An Evensong at Rugby School Chapel

An Evensong at Rugby School Chapel

Modern poetry  modern verse  contemporary poetry  contemporary verse modern poem contemporary poem

The service is devoted to Saint John

The Baptist.  Then when prayer comes, “Lord, now let,”

I think of peace and one plain tomb upon

Crosses on the Greek island of Skyros marking the grave of the English poet, Rupert Brooke (1887-1915), where he was buried having died at sea, having contracted septicaemia from an infected mosquito bite. He had joined the Royal Naval Division. The Sketch magazine, which published this photograph quoted his most famous, and as it turned out, prescient, lines, ‘If I should die, think only this of me. That there’s some corner of a foreign field. That is for ever England.’ Date: 1918

An island . . . and the boys he loved to pet,

The ones he slicked, those long before a girl.

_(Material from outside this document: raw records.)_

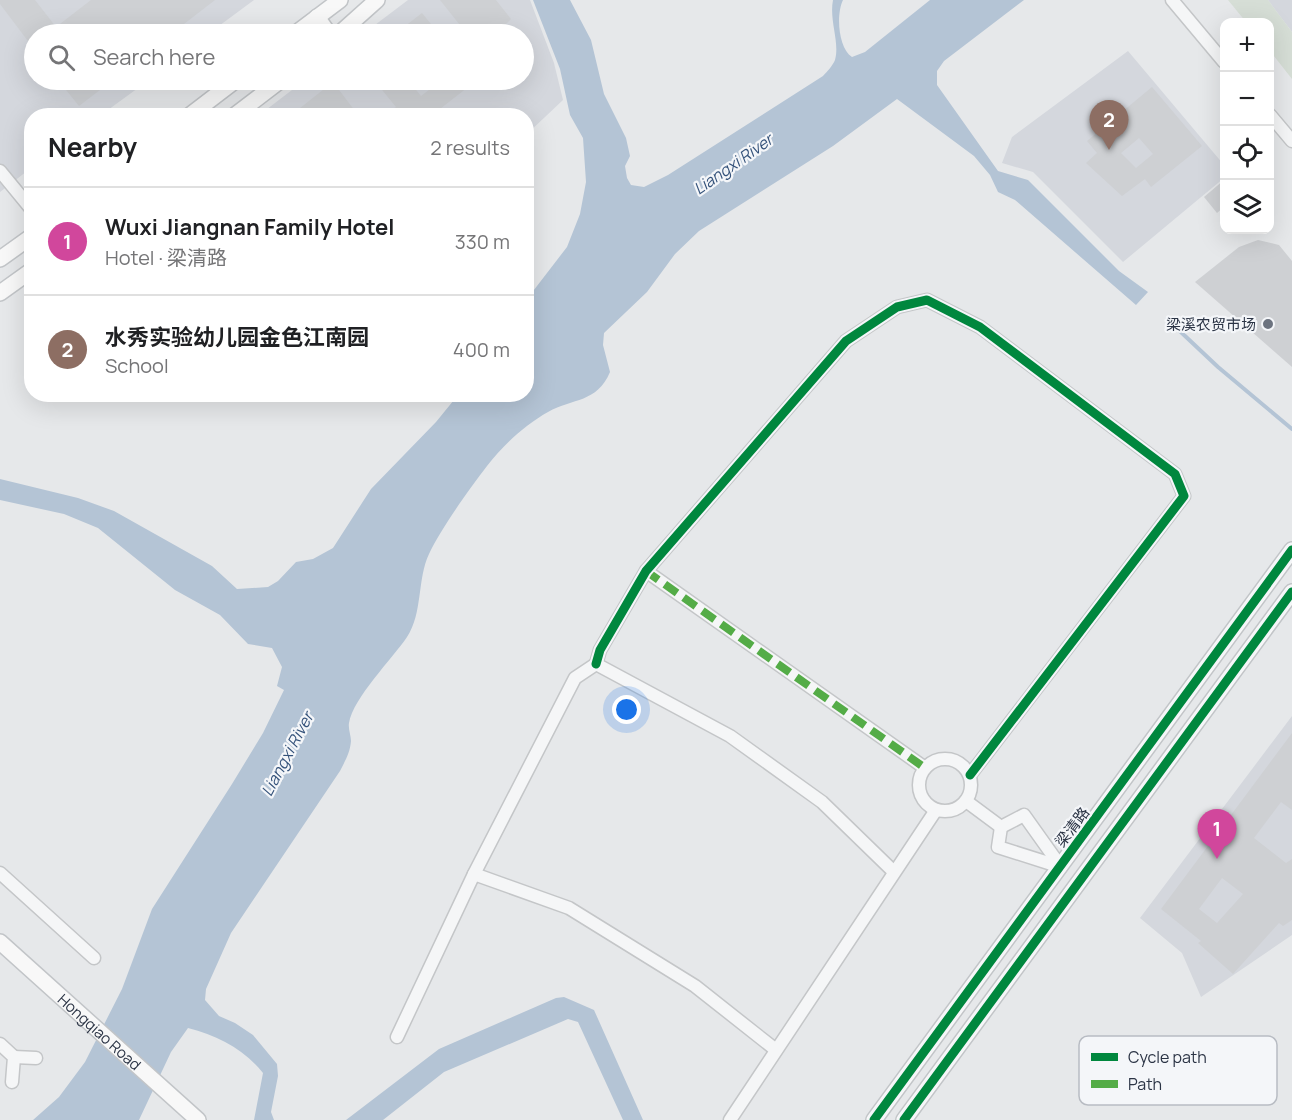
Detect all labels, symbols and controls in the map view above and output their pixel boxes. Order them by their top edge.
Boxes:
map controls [1220,18,1274,234]
button: + [1220,18,1274,72]
search box [24,24,534,90]
icon: search [45,41,78,74]
text: Search here [93,42,215,72]
button: − [1220,72,1274,126]
pin: 2 [1090,100,1128,150]
button: locate [1220,126,1274,180]
water label: Liangxi River [689,127,779,199]
text: Nearby [48,129,137,165]
text: 2 results [430,134,510,161]
button: layers [1220,180,1274,234]
text: Wuxi Jiangnan Family Hotel [105,212,394,242]
text: 1 [63,228,72,255]
text: 330 m [455,228,510,255]
text: Hotel · 梁清路 [105,244,227,271]
place label: 梁溪农贸市场 [1166,314,1256,335]
marker: 梁溪农贸市场 [1261,317,1275,331]
text: 水秀实验幼儿园金色江南园 [105,322,369,352]
text: 2 [62,336,73,363]
text: 400 m [453,336,510,363]
text: School [105,352,169,379]
your location [612,695,641,724]
water label: Liangxi River [256,706,319,800]
street label: 梁清路 [1050,803,1094,851]
pin: 1 [1198,810,1236,859]
street label: Hongqiao Road [54,989,146,1075]
legend [1079,1036,1277,1105]
text: Cycle path [1128,1046,1207,1068]
text: Path [1128,1073,1162,1095]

He licked the soft breasts, too, but after he

Had touched the nubby nipples with no curl

Upon them at his school.  He sensed their plea

That felt so much like prayer that he must kiss

It into holiness as sacred as

A relic treasured in a whispered hiss,

More cherished than that Christian razzmatazz.

..That corner of an English schoolboy’s chest

….Was Rupert’s field of gold forever best.